(Stored items)
————

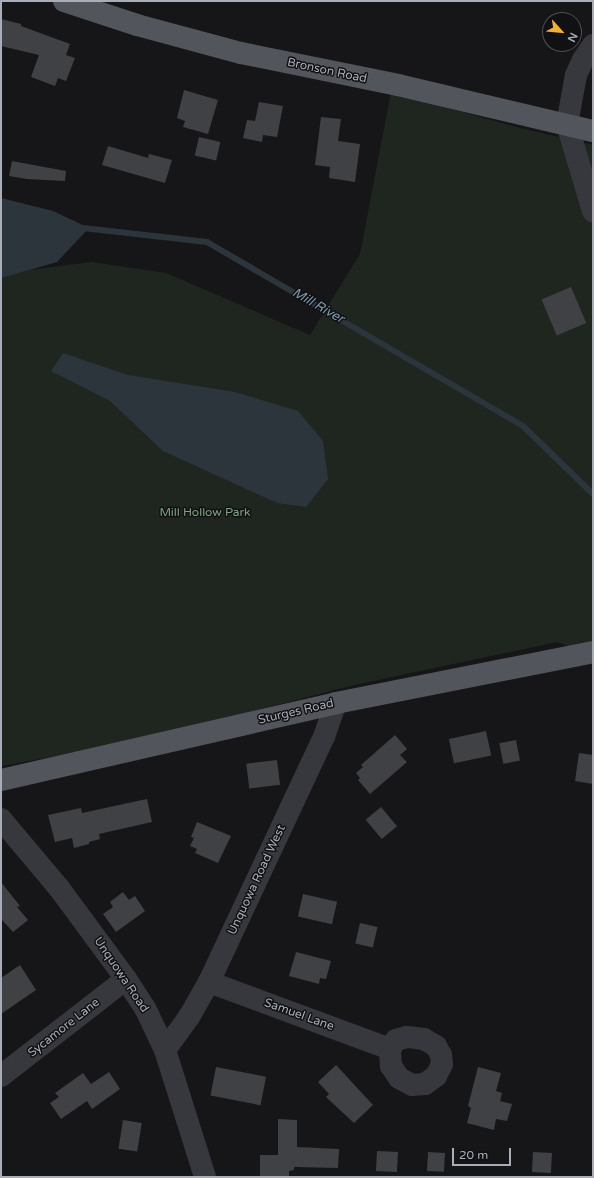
<!DOCTYPE html>
<style>
body{margin:0}
#map{position:relative;width:594px;height:1178px;overflow:hidden;background:#161618;font-family:"Varela Round",sans-serif}
div>[style]{position:absolute}
[style*='--x']{left:calc(var(--x)*1px);top:calc(var(--y)*1px);width:calc(var(--w)*1px);rotate:calc(var(--a)*1deg)}
.green>*{inset:0;background:#1e261f}
.water>*{inset:0;background:#2c353c}
.stream>*{height:6px;margin:-3px;padding:0 3px;transform-origin:3px;border-radius:3px;background:#2c353c}
.building>*{inset:0;background:#404145;transform-origin:0 0}
.minor>*{height:22px;margin:-11px;padding:0 11px;transform-origin:11px;border-radius:11px;background:#37383d}
.major>*{height:22px;margin:-11px;padding:0 11px;transform-origin:11px;border-radius:11px;background:#53555c}
span{translate:-50% -50%;white-space:nowrap;text-align:center;line-height:1.15;-webkit-text-stroke:3px #111113;paint-order:stroke}
.street-label{font-size:12px;color:#a8adb8}
.park-label{font-size:12px;color:#7fa381}
.water-label{font-size:13px;color:#7f9bb3;font-style:italic}
.frame{position:absolute;inset:0;border:2px solid #a8adb8;pointer-events:none}
.north{position:absolute;left:542px;top:12px;width:40px;height:40px;box-sizing:border-box;background:#111113;border:1px solid #4d4f55;border-radius:50%;rotate:117deg;font-size:11px;font-weight:700;line-height:16px;text-align:center;color:#a8adb8}
.north::after{content:'';display:block;margin:auto;width:14px;height:18px;background:#f2b134;clip-path:polygon(50% 0,100% 100%,50% 72%,0 100%)}
.scale{position:absolute;left:452px;top:1148px;width:59px;height:18px;box-sizing:border-box;border:2px solid #a8adb8;border-top:0;padding-left:5px;font-size:12px;line-height:14px;white-space:nowrap;color:#a8adb8;-webkit-text-stroke:3px #111113;paint-order:stroke}
</style>
<div id="map">
<div class="green">
<i style="clip-path:polygon(391px 92px,520px 128px,593px 145px,593px 654px,557px 642px,354px 685px,135px 742px,1px 766px,1px 277px,29px 270px,92px 262px,166px 273px,310px 335px,360px 254px)"></i>
</div>
<div class="water">
<i style="clip-path:polygon(1px 198px,53px 211px,89px 228px,57px 262px,1px 278px)"></i>
<i style="clip-path:polygon(63px 353px,128px 375px,235px 392px,298px 411px,323px 441px,328px 479px,306px 507px,277px 503px,163px 451px,110px 401px,51px 371px)"></i>
</div>
<div class="stream">
<i style="--x:83;--y:228;--w:125;--a:6.4"></i>
<i style="--x:207;--y:242;--w:366;--a:30.2"></i>
<i style="--x:523;--y:426;--w:98;--a:44.2"></i>
</div>
<div class="building">
<i style="clip-path:polygon(1px 19px,21px 24px,21px 26px,70px 44px,66px 55px,75px 58px,66px 81px,58px 78px,55px 86px,31px 77px,39px 55px,1px 46px)"></i>
<i style="clip-path:polygon(184px 90px,218px 100px,208px 134px,183px 127px,185px 121px,177px 118px)"></i>
<i style="clip-path:polygon(259px 102px,283px 106px,277px 137px,263px 135px,262px 142px,243px 138px,247px 120px,255px 121px)"></i>
<i style="clip-path:polygon(321px 117px,341px 119px,338px 141px,360px 144px,355px 182px,329px 178px,330px 167px,315px 165px)"></i>
<i style="left:199px;top:137px;width:22px;height:19px;rotate:13deg"></i>
<i style="clip-path:polygon(108px 146px,148px 158px,149px 154px,172px 160px,165px 183px,102px 165px)"></i>
<i style="clip-path:polygon(12px 161px,66px 171px,65px 181px,27px 179px,9px 176px)"></i>
<i style="left:571px;top:287px;width:39px;height:32px;rotate:67deg"></i>
<i style="left:486px;top:731px;width:25px;height:38px;rotate:78deg"></i>
<i style="clip-path:polygon(395px 735px,407px 749px,400px 755px,407px 762px,370px 794px,358px 780px,360px 778px,356px 773px,363px 767px,361px 765px)"></i>
<i style="left:516px;top:740px;width:21px;height:17px;rotate:79deg"></i>
<i style="clip-path:polygon(579px 753px,593px 755px,593px 784px,575px 781px)"></i>
<i style="left:277px;top:760px;width:25px;height:31px;rotate:83deg"></i>
<i style="clip-path:polygon(147px 799px,152px 822px,99px 834px,100px 839px,89px 842px,89px 844px,74px 848px,72px 838px,55px 842px,48px 815px,81px 808px,82px 813px)"></i>
<i style="left:381px;top:807px;width:25px;height:20px;rotate:50deg"></i>
<i style="clip-path:polygon(197px 822px,231px 836px,218px 863px,195px 853px,197px 849px,190px 846px,194px 838px,191px 837px)"></i>
<i style="clip-path:polygon(1px 882px,20px 906px,17px 907px,28px 920px,13px 932px,2px 920px,1px 921px)"></i>
<i style="clip-path:polygon(123px 892px,129px 900px,135px 896px,145px 911px,116px 932px,103px 914px,113px 907px,110px 902px)"></i>
<i style="left:303px;top:894px;width:35px;height:23px;rotate:13deg"></i>
<i style="left:360px;top:923px;width:18px;height:21px;rotate:13deg"></i>
<i style="clip-path:polygon(296px 952px,331px 961px,326px 979px,320px 978px,319px 984px,289px 976px)"></i>
<i style="clip-path:polygon(20px 965px,36px 990px,1px 1014px,1px 978px)"></i>
<i style="clip-path:polygon(336px 1065px,373px 1105px,354px 1123px,326px 1097px,329px 1094px,318px 1082px)"></i>
<i style="left:216px;top:1067px;width:51px;height:29px;rotate:11deg"></i>
<i style="clip-path:polygon(478px 1067px,501px 1073px,496px 1091px,502px 1093px,500px 1101px,512px 1104px,507px 1121px,496px 1119px,494px 1130px,467px 1123px,471px 1108px,468px 1106px)"></i>
<i style="clip-path:polygon(109px 1072px,120px 1089px,92px 1109px,87px 1101px,61px 1119px,50px 1103px,59px 1097px,55px 1093px,83px 1073px,91px 1084px)"></i>
<i style="clip-path:polygon(278px 1119px,297px 1120px,297px 1147px,339px 1149px,338px 1168px,294px 1167px,294px 1170px,289px 1171px,289px 1177px,260px 1177px,260px 1155px,278px 1155px)"></i>
<i style="left:123px;top:1120px;width:19px;height:29px;rotate:9deg"></i>
<i style="left:377px;top:1151px;width:21px;height:20px;rotate:3deg"></i>
<i style="left:428px;top:1152px;width:17px;height:19px;rotate:3deg"></i>
<i style="left:533px;top:1152px;width:19px;height:20px;rotate:3deg"></i>
</div>
<div class="minor">
<i style="--x:593;--y:45;--w:18;--a:124"></i>
<i style="--x:583;--y:60;--w:17;--a:115"></i>
<i style="--x:576;--y:75;--w:50;--a:100.4"></i>
<i style="--x:567;--y:124;--w:91;--a:73.4"></i>
<i style="--x:1;--y:819;--w:90;--a:50"></i>
<i style="--x:59;--y:888;--w:113;--a:53.6"></i>
<i style="--x:126;--y:979;--w:35;--a:57"></i>
<i style="--x:145;--y:1008;--w:47;--a:64.5"></i>
<i style="--x:165;--y:1050;--w:133;--a:72.5"></i>
<i style="--x:209;--y:982;--w:193;--a:20.3"></i>
<i style="--x:390;--y:1049;--w:17;--a:87"></i>
<i style="--x:391;--y:1066;--w:14;--a:56"></i>
<i style="--x:399;--y:1078;--w:15;--a:28"></i>
<i style="--x:412;--y:1085;--w:13;--a:-4"></i>
<i style="--x:425;--y:1084;--w:14;--a:-36"></i>
<i style="--x:436;--y:1076;--w:13;--a:-63"></i>
<i style="--x:442;--y:1064;--w:9;--a:-96"></i>
<i style="--x:441;--y:1055;--w:10;--a:-119"></i>
<i style="--x:436;--y:1046;--w:14;--a:-150"></i>
<i style="--x:424;--y:1039;--w:17;--a:-173"></i>
<i style="--x:407;--y:1037;--w:11;--a:165"></i>
<i style="--x:396;--y:1040;--w:11;--a:124"></i>
<i style="--x:165;--y:1050;--w:41;--a:-54"></i>
<i style="--x:189;--y:1017;--w:40;--a:-60.3"></i>
<i style="--x:209;--y:982;--w:271;--a:-64.9"></i>
<i style="--x:324;--y:737;--w:36;--a:-71"></i>
<i style="--x:1;--y:1076;--w:158;--a:-37.8"></i>
</div>
<div class="major">
<i style="--x:64;--y:1;--w:77;--a:18.2"></i>
<i style="--x:137;--y:25;--w:108;--a:15.1"></i>
<i style="--x:241;--y:53;--w:160;--a:11.5"></i>
<i style="--x:398;--y:85;--w:200;--a:13.3"></i>
<i style="--x:1;--y:780;--w:344;--a:-12.9"></i>
<i style="--x:336;--y:703;--w:262;--a:-11.2"></i>
</div>
<div class="street-label">
<span style="left:327px;top:71px;rotate:12deg">Bronson Road</span>
<span style="left:296px;top:712px;rotate:-13deg">Sturges Road</span>
<span style="left:257px;top:880px;rotate:-65deg">Unquowa Road West</span>
<span style="left:121px;top:975px;rotate:56deg">Unquowa Road</span>
<span style="left:299px;top:1015px;rotate:20deg">Samuel Lane</span>
<span style="left:64px;top:1028px;rotate:-38deg">Sycamore Lane</span>
</div>
<div class="park-label">
<span style="left:205px;top:513px">Mill Hollow Park</span>
</div>
<div class="water-label">
<span style="left:318px;top:306px;rotate:30deg">Mill River</span>
</div>
<div class="frame"></div>
<div class="north">N</div>
<div class="scale">20 m</div>
</div>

————

#### What you will do
Please report every line in the entries above that holds the string "stream".

#### Response to the exercise
.stream>*{height:6px;margin:-3px;padding:0 3px;transform-origin:3px;border-radius:3px;background:#2c353c}
<div class="stream">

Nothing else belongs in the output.